··· Excerpted records ···
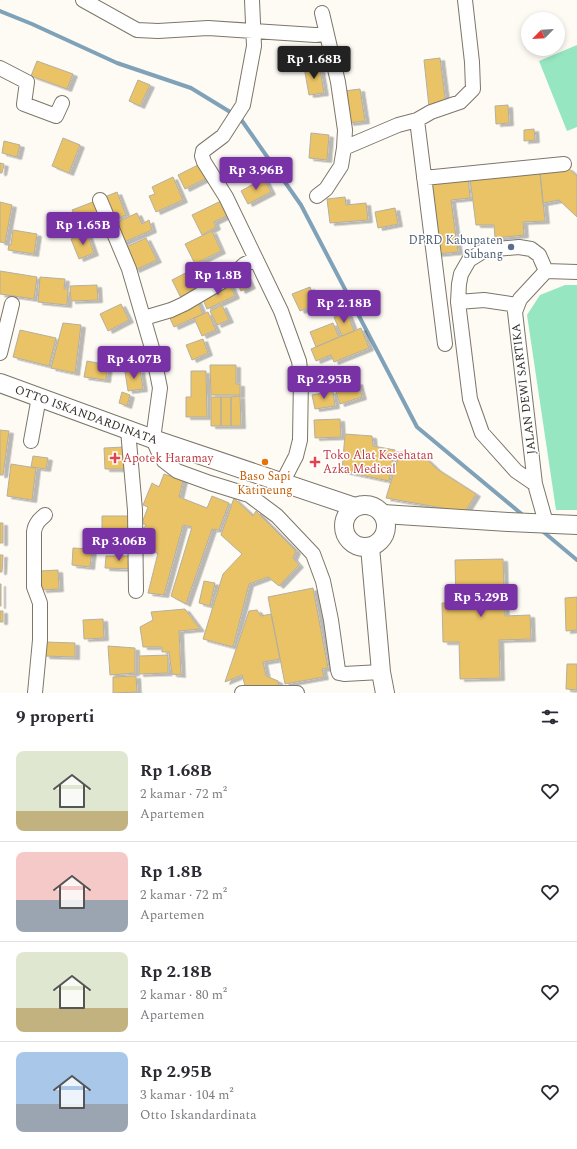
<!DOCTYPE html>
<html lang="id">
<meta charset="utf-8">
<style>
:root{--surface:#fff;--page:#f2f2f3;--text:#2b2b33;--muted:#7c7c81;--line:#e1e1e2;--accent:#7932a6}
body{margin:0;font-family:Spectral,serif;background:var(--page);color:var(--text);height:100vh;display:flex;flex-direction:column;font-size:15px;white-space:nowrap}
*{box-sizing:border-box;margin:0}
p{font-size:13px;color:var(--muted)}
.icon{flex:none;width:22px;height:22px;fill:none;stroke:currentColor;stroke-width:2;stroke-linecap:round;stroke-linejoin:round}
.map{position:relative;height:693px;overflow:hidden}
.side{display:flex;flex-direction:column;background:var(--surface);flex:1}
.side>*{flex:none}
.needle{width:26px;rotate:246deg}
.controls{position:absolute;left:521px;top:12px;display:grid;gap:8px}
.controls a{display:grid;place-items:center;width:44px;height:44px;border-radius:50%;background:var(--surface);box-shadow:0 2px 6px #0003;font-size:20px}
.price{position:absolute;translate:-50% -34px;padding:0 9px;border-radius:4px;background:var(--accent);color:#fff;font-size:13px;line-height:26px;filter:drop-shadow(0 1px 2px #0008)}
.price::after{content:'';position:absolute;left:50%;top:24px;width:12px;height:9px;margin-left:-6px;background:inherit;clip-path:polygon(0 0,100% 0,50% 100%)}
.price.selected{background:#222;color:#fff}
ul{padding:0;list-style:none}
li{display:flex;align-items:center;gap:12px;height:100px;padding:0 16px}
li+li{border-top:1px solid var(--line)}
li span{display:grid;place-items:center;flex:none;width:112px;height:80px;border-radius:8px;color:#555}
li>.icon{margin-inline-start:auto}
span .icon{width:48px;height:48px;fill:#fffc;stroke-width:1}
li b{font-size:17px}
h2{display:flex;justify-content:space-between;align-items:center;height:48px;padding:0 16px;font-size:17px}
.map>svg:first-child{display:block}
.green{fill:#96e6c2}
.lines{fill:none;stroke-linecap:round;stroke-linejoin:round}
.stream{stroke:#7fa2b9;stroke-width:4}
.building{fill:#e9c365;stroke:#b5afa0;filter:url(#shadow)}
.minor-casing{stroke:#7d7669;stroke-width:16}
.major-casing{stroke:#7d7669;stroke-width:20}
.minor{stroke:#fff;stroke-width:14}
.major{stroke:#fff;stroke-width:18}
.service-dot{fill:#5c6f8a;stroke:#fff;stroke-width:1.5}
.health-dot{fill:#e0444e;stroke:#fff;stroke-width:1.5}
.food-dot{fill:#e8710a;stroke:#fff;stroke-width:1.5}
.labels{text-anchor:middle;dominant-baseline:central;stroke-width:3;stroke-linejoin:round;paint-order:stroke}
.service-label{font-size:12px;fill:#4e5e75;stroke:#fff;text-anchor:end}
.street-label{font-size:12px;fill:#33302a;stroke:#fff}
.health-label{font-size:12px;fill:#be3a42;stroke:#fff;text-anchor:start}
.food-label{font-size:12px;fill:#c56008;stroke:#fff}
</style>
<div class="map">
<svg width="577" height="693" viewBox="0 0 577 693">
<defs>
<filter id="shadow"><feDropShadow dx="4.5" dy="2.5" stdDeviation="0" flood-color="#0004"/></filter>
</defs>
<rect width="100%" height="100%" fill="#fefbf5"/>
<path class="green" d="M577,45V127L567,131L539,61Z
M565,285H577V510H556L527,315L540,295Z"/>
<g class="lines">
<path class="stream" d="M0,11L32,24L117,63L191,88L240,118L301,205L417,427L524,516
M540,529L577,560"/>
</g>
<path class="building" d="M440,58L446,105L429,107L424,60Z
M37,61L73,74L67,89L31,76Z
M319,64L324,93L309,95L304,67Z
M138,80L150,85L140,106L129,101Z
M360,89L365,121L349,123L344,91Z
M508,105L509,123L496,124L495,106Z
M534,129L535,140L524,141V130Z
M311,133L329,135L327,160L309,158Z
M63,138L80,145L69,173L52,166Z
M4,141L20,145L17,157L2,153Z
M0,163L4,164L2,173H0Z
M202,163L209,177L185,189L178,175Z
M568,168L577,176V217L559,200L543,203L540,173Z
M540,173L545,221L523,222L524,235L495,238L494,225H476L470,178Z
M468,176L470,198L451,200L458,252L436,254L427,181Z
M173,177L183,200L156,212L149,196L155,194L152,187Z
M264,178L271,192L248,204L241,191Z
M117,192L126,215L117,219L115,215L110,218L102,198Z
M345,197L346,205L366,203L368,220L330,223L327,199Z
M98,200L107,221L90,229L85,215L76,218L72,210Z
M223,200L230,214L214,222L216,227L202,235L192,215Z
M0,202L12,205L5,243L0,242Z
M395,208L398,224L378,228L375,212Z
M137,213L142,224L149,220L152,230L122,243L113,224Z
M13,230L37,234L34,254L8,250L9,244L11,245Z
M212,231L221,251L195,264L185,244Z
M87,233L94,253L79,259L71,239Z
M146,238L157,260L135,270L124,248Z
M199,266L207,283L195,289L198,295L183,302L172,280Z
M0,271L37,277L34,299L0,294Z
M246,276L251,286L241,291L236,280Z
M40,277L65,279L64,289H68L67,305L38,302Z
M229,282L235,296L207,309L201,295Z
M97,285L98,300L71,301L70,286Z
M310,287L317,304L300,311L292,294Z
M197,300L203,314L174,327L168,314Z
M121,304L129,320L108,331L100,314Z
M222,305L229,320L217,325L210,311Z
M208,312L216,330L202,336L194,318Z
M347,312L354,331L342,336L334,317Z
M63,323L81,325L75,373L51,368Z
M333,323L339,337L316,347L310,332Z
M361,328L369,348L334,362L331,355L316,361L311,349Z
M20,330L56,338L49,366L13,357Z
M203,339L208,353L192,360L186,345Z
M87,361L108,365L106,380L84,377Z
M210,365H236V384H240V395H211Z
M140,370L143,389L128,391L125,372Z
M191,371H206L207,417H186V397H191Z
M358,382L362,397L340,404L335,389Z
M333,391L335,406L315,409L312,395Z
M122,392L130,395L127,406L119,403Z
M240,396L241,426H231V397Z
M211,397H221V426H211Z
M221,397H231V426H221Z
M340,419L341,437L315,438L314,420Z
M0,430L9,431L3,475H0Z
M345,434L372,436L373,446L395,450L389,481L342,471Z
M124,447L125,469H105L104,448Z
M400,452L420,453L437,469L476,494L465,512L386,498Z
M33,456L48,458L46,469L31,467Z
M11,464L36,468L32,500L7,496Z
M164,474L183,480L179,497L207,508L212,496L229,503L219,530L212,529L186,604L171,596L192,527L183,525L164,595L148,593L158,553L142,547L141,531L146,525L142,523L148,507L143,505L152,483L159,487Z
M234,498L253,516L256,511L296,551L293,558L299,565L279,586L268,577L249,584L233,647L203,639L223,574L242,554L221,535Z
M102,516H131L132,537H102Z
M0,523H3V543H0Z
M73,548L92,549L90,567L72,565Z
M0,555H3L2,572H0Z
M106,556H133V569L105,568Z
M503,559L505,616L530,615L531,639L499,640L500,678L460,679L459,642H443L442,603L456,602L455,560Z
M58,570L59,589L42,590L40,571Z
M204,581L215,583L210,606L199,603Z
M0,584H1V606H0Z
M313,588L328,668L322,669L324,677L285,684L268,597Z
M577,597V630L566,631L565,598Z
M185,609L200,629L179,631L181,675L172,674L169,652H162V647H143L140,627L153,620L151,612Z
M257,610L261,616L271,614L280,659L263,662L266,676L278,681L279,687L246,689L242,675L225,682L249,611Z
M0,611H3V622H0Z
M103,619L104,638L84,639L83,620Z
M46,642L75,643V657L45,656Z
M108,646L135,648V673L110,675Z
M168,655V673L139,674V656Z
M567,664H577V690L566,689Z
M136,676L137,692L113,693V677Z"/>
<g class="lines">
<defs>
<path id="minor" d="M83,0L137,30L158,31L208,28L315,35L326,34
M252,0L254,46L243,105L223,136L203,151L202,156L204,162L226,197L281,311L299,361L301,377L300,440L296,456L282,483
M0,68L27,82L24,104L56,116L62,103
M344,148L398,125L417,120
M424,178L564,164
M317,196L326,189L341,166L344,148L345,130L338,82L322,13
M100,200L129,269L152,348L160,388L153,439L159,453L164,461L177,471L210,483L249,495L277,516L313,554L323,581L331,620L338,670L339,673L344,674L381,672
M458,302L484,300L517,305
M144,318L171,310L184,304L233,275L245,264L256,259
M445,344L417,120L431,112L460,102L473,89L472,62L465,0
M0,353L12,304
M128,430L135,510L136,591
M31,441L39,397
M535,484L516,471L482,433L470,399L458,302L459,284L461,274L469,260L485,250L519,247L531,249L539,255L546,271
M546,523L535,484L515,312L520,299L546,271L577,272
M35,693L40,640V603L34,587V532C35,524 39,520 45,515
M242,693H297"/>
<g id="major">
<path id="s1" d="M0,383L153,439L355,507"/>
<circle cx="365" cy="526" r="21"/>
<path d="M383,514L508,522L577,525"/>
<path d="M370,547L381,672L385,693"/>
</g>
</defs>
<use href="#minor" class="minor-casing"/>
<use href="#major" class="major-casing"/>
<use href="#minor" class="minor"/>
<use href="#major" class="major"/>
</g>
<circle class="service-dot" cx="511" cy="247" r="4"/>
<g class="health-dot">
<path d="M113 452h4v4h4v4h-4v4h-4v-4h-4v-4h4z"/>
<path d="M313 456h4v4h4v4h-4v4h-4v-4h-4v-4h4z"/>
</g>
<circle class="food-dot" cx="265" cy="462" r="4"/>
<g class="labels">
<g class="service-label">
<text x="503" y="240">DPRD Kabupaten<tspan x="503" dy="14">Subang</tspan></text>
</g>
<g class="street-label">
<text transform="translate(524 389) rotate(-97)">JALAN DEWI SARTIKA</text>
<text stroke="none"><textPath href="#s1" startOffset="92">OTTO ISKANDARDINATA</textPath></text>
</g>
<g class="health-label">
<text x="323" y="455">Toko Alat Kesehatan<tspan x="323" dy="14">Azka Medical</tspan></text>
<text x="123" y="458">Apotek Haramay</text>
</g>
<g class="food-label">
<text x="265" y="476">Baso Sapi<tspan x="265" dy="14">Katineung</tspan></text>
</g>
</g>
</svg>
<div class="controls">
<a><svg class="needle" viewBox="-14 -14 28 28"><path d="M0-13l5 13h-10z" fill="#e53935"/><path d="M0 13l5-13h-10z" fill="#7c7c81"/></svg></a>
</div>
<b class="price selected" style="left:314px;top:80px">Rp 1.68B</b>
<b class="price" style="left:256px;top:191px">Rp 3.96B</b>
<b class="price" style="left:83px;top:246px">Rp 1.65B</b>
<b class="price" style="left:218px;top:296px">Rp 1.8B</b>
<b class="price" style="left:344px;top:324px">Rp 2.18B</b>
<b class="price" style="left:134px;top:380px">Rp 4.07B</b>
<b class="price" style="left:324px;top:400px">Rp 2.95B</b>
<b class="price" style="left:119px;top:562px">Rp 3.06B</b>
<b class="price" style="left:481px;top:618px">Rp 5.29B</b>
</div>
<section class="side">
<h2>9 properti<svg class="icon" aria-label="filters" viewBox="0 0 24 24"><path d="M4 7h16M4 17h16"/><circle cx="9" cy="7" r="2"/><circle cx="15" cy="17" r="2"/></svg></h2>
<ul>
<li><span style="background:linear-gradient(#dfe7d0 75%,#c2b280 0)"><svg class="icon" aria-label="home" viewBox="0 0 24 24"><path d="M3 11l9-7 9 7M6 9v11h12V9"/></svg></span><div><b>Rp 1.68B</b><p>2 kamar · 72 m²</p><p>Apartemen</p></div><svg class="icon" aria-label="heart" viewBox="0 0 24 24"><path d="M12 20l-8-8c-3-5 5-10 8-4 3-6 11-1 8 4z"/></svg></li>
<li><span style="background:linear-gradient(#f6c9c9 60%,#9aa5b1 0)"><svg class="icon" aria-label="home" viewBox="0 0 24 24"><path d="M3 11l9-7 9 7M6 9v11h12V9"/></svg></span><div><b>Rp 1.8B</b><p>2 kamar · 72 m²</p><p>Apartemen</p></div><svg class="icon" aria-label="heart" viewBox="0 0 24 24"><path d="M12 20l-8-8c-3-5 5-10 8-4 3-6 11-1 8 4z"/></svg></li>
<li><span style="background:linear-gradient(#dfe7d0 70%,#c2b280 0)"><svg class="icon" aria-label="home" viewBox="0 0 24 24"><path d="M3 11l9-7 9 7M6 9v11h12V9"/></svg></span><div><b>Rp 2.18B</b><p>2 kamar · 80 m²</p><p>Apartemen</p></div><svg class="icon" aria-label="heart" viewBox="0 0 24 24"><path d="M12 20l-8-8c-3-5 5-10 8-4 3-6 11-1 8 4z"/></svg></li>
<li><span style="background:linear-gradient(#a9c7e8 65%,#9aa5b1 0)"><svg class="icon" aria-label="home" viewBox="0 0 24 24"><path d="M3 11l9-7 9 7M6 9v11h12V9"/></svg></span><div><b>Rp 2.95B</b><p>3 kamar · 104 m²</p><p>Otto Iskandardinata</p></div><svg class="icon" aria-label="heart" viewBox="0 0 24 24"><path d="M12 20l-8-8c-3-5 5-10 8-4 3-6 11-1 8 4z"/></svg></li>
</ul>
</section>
···
··· Excerpted records ···
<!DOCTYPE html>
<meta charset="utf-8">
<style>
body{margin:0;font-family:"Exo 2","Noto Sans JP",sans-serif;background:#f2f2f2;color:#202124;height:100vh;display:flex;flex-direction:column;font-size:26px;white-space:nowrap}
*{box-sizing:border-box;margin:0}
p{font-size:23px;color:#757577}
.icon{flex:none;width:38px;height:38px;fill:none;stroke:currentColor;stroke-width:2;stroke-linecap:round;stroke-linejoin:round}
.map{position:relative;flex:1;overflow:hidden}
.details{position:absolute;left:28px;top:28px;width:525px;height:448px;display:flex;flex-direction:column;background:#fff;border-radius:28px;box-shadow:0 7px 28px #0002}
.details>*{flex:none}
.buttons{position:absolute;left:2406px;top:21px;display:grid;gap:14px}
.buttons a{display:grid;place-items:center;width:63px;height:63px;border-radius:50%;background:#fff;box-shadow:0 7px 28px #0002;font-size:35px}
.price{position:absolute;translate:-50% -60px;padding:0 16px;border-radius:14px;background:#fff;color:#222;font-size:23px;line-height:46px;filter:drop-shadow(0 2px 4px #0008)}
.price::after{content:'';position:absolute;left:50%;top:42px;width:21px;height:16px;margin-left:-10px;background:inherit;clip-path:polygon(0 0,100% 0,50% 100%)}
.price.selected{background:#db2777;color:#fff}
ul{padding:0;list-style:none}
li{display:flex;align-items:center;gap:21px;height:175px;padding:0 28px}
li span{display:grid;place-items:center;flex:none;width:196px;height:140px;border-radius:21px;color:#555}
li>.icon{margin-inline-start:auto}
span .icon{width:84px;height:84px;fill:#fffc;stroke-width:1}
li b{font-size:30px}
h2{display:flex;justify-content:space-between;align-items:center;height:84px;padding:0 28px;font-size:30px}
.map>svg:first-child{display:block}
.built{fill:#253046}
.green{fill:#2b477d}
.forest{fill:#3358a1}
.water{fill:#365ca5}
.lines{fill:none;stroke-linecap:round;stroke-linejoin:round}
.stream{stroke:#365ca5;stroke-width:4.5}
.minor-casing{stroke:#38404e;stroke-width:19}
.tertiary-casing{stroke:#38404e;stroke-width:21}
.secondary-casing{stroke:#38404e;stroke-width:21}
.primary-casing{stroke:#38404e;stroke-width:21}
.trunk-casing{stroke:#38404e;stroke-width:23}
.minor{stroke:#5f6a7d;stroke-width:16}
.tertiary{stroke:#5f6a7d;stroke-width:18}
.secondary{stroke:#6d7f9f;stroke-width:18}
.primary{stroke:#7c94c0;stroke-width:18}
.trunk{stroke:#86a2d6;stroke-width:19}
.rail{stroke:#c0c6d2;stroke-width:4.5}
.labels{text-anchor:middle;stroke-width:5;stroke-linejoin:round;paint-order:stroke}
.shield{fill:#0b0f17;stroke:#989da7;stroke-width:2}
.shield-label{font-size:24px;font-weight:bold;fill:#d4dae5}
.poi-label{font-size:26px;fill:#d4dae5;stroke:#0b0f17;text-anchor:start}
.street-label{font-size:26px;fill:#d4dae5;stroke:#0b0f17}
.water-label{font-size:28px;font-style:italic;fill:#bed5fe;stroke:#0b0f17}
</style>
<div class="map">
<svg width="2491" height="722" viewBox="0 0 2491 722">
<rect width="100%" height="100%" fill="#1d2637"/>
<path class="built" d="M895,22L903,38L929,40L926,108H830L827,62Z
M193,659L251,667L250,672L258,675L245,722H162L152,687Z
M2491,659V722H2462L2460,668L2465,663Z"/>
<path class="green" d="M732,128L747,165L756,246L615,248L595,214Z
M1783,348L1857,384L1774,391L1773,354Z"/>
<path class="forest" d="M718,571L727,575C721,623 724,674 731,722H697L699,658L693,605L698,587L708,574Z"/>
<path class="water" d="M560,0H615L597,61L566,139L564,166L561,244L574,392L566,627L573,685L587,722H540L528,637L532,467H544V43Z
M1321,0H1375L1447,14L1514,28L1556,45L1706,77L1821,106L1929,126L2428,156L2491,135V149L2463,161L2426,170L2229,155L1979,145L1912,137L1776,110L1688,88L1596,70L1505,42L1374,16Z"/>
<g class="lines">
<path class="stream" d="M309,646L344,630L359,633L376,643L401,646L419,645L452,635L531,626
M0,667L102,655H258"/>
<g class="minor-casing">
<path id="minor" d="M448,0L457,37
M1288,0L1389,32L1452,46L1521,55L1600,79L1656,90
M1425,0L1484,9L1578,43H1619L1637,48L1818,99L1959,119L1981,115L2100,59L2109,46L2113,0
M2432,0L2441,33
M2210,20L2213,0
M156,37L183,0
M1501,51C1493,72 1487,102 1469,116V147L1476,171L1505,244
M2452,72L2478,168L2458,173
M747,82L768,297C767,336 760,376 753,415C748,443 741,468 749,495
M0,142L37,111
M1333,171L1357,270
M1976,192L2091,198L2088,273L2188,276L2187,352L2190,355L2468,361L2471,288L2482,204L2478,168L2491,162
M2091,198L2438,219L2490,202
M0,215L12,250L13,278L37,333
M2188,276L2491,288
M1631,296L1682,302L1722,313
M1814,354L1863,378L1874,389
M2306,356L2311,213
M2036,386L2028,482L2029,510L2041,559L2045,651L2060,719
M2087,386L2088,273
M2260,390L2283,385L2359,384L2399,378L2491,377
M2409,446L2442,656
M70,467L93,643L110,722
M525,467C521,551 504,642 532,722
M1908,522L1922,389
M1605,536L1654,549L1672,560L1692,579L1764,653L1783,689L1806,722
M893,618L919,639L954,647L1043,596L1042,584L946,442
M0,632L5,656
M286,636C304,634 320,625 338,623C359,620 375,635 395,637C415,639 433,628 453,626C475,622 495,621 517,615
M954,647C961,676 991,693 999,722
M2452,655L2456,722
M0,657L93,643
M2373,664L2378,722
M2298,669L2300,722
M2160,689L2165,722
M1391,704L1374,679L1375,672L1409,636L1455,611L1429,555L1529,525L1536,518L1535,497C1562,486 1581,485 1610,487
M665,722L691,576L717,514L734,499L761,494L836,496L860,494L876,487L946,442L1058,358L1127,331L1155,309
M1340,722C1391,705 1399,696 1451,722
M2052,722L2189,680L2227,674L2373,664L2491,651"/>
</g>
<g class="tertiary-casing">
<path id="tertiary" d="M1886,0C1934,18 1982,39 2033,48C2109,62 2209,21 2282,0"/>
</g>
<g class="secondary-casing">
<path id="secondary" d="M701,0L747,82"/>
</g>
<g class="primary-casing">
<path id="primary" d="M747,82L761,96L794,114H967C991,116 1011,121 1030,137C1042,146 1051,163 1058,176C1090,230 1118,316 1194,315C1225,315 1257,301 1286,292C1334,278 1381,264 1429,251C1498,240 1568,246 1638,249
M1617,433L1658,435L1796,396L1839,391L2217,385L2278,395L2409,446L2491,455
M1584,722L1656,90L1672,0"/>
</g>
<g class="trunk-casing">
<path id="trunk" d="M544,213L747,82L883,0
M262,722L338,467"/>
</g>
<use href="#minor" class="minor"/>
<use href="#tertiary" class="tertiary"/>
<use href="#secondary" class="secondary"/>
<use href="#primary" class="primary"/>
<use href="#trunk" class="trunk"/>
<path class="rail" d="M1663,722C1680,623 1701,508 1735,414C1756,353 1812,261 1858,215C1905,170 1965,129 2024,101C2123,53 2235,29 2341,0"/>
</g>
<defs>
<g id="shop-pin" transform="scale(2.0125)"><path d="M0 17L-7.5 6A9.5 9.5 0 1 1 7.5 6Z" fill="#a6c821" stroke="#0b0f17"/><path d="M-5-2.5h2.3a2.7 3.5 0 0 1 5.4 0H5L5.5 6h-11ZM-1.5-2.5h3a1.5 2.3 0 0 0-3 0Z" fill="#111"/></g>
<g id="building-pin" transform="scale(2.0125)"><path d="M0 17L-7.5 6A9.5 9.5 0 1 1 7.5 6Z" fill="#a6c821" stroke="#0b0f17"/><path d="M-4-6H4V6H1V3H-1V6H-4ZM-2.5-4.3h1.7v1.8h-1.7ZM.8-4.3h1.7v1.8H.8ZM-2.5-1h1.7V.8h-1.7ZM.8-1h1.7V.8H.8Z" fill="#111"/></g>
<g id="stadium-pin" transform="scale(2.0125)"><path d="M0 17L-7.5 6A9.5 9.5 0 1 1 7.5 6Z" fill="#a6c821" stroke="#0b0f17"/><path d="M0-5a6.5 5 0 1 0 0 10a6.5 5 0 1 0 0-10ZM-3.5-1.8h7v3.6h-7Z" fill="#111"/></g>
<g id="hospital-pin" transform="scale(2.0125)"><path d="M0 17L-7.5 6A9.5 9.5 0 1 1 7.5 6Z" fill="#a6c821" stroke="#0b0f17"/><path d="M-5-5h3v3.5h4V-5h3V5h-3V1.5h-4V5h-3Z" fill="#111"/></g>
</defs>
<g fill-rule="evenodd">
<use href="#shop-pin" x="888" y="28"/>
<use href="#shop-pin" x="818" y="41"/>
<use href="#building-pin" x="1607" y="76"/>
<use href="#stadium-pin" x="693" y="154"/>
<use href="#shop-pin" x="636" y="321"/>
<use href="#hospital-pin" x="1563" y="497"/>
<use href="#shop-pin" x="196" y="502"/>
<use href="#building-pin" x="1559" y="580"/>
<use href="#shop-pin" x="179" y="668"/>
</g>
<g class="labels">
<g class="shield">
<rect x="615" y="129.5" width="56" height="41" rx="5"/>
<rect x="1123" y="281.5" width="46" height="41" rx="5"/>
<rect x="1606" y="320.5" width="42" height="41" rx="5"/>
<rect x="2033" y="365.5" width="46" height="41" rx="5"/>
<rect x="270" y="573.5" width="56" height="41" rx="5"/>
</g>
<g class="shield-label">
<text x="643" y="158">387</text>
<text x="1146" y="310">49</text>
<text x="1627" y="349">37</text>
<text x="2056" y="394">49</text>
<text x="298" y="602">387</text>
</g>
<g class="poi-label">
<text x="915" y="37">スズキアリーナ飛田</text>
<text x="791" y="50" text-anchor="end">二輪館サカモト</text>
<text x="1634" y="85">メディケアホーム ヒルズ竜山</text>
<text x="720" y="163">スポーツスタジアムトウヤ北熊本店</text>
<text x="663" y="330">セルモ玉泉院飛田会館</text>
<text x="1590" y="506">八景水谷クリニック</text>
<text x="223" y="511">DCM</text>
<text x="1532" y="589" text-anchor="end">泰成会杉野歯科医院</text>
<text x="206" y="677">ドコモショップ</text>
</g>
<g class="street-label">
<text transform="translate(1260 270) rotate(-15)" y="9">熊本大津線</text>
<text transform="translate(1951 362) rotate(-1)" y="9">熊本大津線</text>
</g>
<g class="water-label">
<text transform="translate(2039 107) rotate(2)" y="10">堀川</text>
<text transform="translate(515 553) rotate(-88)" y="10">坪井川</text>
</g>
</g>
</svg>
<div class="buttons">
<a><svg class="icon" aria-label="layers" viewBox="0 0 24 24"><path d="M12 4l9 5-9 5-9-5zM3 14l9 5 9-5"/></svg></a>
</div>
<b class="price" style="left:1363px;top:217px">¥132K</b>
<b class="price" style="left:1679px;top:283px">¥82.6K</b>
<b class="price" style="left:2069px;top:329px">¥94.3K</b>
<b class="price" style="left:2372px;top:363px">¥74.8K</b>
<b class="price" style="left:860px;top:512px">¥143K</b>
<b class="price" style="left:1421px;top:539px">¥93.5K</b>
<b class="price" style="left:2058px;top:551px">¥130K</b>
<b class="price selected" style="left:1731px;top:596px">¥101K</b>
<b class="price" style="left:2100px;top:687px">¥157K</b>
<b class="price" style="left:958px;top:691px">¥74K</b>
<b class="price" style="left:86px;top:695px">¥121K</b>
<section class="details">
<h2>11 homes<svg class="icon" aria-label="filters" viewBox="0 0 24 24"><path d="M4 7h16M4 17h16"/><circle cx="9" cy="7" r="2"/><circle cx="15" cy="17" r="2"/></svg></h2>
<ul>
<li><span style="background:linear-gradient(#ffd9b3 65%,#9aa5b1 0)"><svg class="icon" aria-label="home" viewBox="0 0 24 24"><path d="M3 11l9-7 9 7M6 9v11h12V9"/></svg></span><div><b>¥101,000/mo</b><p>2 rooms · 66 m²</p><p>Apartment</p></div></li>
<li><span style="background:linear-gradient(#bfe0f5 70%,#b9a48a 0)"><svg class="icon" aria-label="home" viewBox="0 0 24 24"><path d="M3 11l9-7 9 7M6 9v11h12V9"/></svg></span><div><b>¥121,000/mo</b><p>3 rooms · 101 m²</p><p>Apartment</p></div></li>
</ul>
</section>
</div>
···
#### Exercise objective:
Across the material above, how many lines include the string "controls"? Only the number is wanted.

#### Solution for this exercise:
3